- _Required work_: Copy out all lines in the data below containing the string "absolute".

(Collected data)
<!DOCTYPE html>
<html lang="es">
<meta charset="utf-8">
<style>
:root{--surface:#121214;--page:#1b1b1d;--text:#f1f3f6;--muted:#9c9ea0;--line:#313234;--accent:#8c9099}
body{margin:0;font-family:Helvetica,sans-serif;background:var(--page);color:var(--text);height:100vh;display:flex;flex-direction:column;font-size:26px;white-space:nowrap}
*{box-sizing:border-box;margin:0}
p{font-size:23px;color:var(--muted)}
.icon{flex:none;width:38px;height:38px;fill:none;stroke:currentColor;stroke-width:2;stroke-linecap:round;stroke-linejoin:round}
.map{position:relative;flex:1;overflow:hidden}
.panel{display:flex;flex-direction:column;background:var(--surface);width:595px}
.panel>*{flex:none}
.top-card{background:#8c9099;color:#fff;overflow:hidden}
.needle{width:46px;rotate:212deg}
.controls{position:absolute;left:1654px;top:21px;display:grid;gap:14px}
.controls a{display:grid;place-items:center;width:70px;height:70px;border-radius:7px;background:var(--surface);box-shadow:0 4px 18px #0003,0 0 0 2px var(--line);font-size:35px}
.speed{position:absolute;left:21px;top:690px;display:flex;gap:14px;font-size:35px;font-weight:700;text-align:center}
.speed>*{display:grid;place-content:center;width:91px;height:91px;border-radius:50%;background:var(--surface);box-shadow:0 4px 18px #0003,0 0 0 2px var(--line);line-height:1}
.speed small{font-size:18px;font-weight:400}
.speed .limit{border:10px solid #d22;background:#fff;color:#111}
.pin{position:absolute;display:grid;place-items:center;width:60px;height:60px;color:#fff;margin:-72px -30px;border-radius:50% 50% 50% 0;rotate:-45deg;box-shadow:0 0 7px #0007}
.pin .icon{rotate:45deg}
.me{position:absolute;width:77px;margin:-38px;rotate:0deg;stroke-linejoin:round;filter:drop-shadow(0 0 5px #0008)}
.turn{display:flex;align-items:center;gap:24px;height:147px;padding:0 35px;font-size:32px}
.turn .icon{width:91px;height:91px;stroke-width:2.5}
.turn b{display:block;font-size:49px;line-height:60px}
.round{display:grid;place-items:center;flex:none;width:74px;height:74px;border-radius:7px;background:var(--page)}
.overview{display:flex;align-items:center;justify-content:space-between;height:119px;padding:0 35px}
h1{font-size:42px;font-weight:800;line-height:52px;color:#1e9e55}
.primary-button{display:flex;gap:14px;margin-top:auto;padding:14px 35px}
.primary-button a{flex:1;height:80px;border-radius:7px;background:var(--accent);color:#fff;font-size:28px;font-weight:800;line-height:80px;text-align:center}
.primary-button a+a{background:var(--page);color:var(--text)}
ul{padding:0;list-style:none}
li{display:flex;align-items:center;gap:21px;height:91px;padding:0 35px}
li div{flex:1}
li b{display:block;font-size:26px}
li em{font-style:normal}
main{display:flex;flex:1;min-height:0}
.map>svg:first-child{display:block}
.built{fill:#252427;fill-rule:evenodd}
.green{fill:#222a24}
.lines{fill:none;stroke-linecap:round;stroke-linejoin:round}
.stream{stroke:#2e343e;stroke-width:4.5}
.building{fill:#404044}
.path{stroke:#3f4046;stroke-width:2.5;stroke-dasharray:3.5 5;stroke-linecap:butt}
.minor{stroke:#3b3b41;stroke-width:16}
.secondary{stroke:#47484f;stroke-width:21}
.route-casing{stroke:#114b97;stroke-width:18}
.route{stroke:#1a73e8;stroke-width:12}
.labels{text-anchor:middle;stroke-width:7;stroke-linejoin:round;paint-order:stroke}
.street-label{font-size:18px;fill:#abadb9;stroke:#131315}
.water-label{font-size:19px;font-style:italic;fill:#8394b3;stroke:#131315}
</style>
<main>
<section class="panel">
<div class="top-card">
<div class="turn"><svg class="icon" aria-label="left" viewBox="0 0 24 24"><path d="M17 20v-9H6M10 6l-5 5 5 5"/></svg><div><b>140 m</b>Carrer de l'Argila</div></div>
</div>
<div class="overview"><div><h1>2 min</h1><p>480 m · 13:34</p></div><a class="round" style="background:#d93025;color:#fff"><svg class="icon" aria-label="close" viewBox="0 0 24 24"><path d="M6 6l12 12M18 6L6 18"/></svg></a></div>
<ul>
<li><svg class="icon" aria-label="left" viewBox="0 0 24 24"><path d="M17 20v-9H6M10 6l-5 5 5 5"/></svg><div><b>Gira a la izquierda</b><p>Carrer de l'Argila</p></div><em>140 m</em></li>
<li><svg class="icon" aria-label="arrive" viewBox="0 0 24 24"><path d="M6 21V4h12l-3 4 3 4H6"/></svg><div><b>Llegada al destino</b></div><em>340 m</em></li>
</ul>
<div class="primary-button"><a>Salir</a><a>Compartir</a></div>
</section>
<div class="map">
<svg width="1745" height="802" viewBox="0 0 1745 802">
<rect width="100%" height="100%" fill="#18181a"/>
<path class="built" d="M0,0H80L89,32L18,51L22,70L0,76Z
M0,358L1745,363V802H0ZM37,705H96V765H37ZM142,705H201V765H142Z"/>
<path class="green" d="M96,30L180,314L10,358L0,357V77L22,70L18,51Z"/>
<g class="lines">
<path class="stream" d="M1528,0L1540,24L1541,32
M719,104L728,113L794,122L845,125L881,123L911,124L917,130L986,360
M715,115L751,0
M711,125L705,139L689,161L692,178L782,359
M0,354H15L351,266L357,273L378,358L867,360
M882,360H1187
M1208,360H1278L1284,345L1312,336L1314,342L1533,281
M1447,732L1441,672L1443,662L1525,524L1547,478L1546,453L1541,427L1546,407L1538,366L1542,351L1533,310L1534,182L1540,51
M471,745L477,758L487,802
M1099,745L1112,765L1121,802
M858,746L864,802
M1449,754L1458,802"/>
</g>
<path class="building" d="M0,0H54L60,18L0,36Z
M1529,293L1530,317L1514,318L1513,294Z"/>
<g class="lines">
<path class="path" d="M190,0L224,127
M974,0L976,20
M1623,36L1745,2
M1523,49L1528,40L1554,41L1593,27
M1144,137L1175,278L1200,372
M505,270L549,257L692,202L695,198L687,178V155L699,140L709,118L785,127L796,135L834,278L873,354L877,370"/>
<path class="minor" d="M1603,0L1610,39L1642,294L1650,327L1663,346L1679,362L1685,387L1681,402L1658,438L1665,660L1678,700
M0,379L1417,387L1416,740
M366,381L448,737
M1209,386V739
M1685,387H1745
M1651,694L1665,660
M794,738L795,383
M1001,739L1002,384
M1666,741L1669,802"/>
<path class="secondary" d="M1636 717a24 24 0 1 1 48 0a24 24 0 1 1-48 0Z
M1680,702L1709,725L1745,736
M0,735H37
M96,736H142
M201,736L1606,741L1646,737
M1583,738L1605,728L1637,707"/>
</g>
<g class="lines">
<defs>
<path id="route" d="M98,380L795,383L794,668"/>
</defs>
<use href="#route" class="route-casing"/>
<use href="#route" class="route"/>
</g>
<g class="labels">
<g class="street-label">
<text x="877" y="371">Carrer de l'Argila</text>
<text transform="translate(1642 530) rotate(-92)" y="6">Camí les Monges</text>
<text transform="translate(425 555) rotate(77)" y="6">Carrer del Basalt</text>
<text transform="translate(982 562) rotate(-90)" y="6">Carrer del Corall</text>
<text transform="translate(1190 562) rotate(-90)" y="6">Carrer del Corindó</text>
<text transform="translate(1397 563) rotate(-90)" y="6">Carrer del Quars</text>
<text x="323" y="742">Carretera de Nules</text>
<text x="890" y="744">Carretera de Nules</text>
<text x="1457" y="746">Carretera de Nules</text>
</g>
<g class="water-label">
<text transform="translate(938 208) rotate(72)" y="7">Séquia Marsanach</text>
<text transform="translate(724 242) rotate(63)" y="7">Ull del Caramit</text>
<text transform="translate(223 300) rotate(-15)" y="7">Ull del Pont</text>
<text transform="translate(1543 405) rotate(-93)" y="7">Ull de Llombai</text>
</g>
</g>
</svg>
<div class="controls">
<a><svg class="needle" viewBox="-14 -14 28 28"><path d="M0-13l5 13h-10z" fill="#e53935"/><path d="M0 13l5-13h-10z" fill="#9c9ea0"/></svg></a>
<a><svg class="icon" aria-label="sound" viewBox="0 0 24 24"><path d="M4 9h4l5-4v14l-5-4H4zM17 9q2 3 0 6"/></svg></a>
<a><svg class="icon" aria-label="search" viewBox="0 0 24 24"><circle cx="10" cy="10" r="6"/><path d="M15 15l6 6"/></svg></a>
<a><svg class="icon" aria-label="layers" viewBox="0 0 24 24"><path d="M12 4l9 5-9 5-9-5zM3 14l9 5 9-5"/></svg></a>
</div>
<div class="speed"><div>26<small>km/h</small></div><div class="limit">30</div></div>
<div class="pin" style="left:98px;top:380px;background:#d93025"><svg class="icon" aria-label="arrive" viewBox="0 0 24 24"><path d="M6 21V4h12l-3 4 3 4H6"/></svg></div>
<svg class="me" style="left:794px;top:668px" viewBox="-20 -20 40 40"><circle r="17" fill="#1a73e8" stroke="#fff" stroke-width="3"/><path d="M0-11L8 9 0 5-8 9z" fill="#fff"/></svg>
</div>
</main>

- _Written solution_:
.controls{position:absolute;left:1654px;top:21px;display:grid;gap:14px}
.speed{position:absolute;left:21px;top:690px;display:flex;gap:14px;font-size:35px;font-weight:700;text-align:center}
.pin{position:absolute;display:grid;place-items:center;width:60px;height:60px;color:#fff;margin:-72px -30px;border-radius:50% 50% 50% 0;rotate:-45deg;box-shadow:0 0 7px #0007}
.me{position:absolute;width:77px;margin:-38px;rotate:0deg;stroke-linejoin:round;filter:drop-shadow(0 0 5px #0008)}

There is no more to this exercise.